Crocs and Steven Madden would be victims of ‘Wall Tax,’ analysts say

Two footwear companies, Crocs Inc. and Steven Madden Ltd. , would be victims of the “Wall Tax,” according to Buckingham Research Group analysts. On Thursday, President Trump suggested a 20% tax on Mexican imports to pay for a border wall, but the White House has said it’s only one option. Buckingham analysts reviewed the latest Crocs 10-K, which shows about 11% of its goods are manufactured in factories in Mexico and Italy. They conclude that about 5% of the Mexico-produced goods come to the U.S., which would impact earnings per share by 5 cents before offsets. Steven Madden sources leather boots from third-party manufacturers in Mexico, about 8% to 10% of its total production volume. About 6% of these goods are likely imported to the U.S. Analysts estimate that about 70% of the company’s cost of goods sold are product costs.
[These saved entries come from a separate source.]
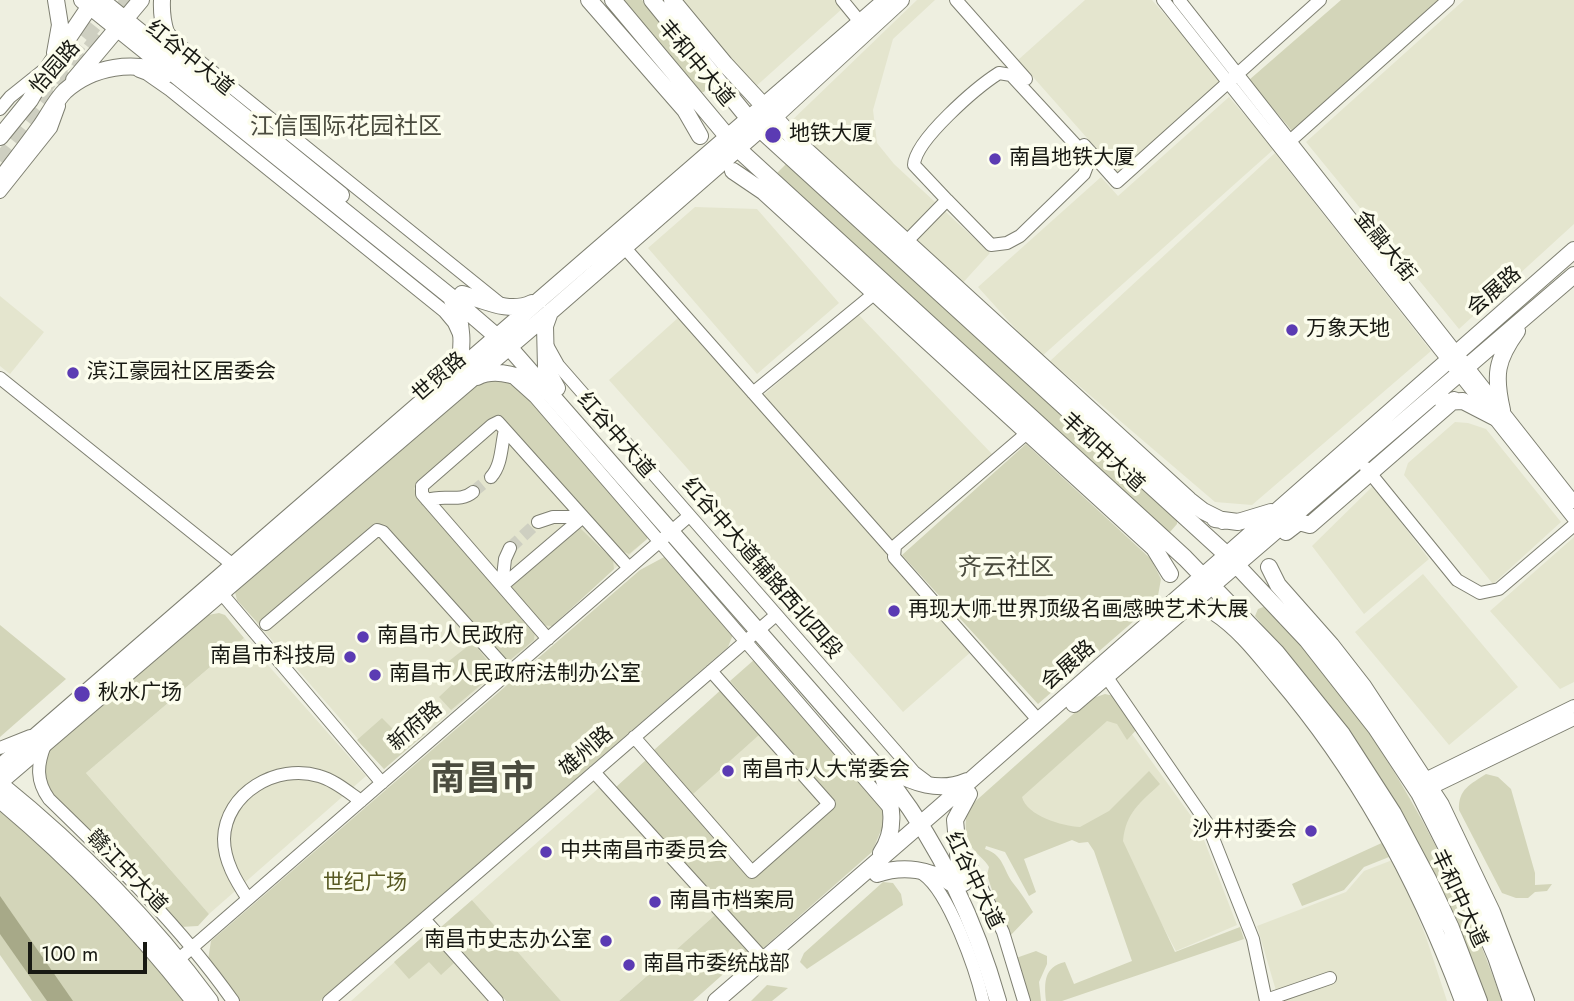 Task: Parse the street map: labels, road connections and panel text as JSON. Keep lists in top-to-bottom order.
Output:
{
  "streets": {
    "main road": [
      "红谷中大道",
      "丰和中大道",
      "怡园路",
      "会展路",
      "世贸路",
      "赣江中大道"
    ],
    "street": [
      "金融大街",
      "红谷中大道辅路西北四段",
      "新府路",
      "雄州路"
    ]
  },
  "crossings": [
    ["红谷中大道", "怡园路"],
    ["红谷中大道", "会展路"],
    ["红谷中大道", "世贸路"],
    ["红谷中大道", "红谷中大道辅路西北四段"],
    ["红谷中大道", "新府路"],
    ["红谷中大道", "雄州路"],
    ["丰和中大道", "会展路"],
    ["丰和中大道", "世贸路"],
    ["金融大街", "会展路"],
    ["世贸路", "赣江中大道"],
    ["红谷中大道辅路西北四段", "新府路"],
    ["红谷中大道辅路西北四段", "雄州路"],
    ["新府路", "赣江中大道"]
  ],
  "districts": ["江信国际花园社区", "齐云社区", "南昌市"],
  "parks": ["世纪广场"],
  "places": [
    "地铁大厦",
    "南昌地铁大厦",
    "万象天地",
    "滨江豪园社区居委会",
    "再现大师-世界顶级名画感映艺术大展",
    "南昌市人民政府",
    "南昌市科技局",
    "南昌市人民政府法制办公室",
    "秋水广场",
    "南昌市人大常委会",
    "沙井村委会",
    "中共南昌市委员会",
    "南昌市档案局",
    "南昌市史志办公室",
    "南昌市委统战部"
  ],
  "scale_bar": "100 m"
}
So the “Wall Tax” would total about $7.4 million and hurt EPS by 12 cents before offsets. Buckingham rates both Crocs and Steven Madden shares neutral. Crocs has a price target of $8.50 while Steven Madden has a price target of $34. Crocs shares are down 17.6% for the past year, and Steven Madden shares are up 10.5% for the period. The S&P 500 index is up 22% for the last 12 months.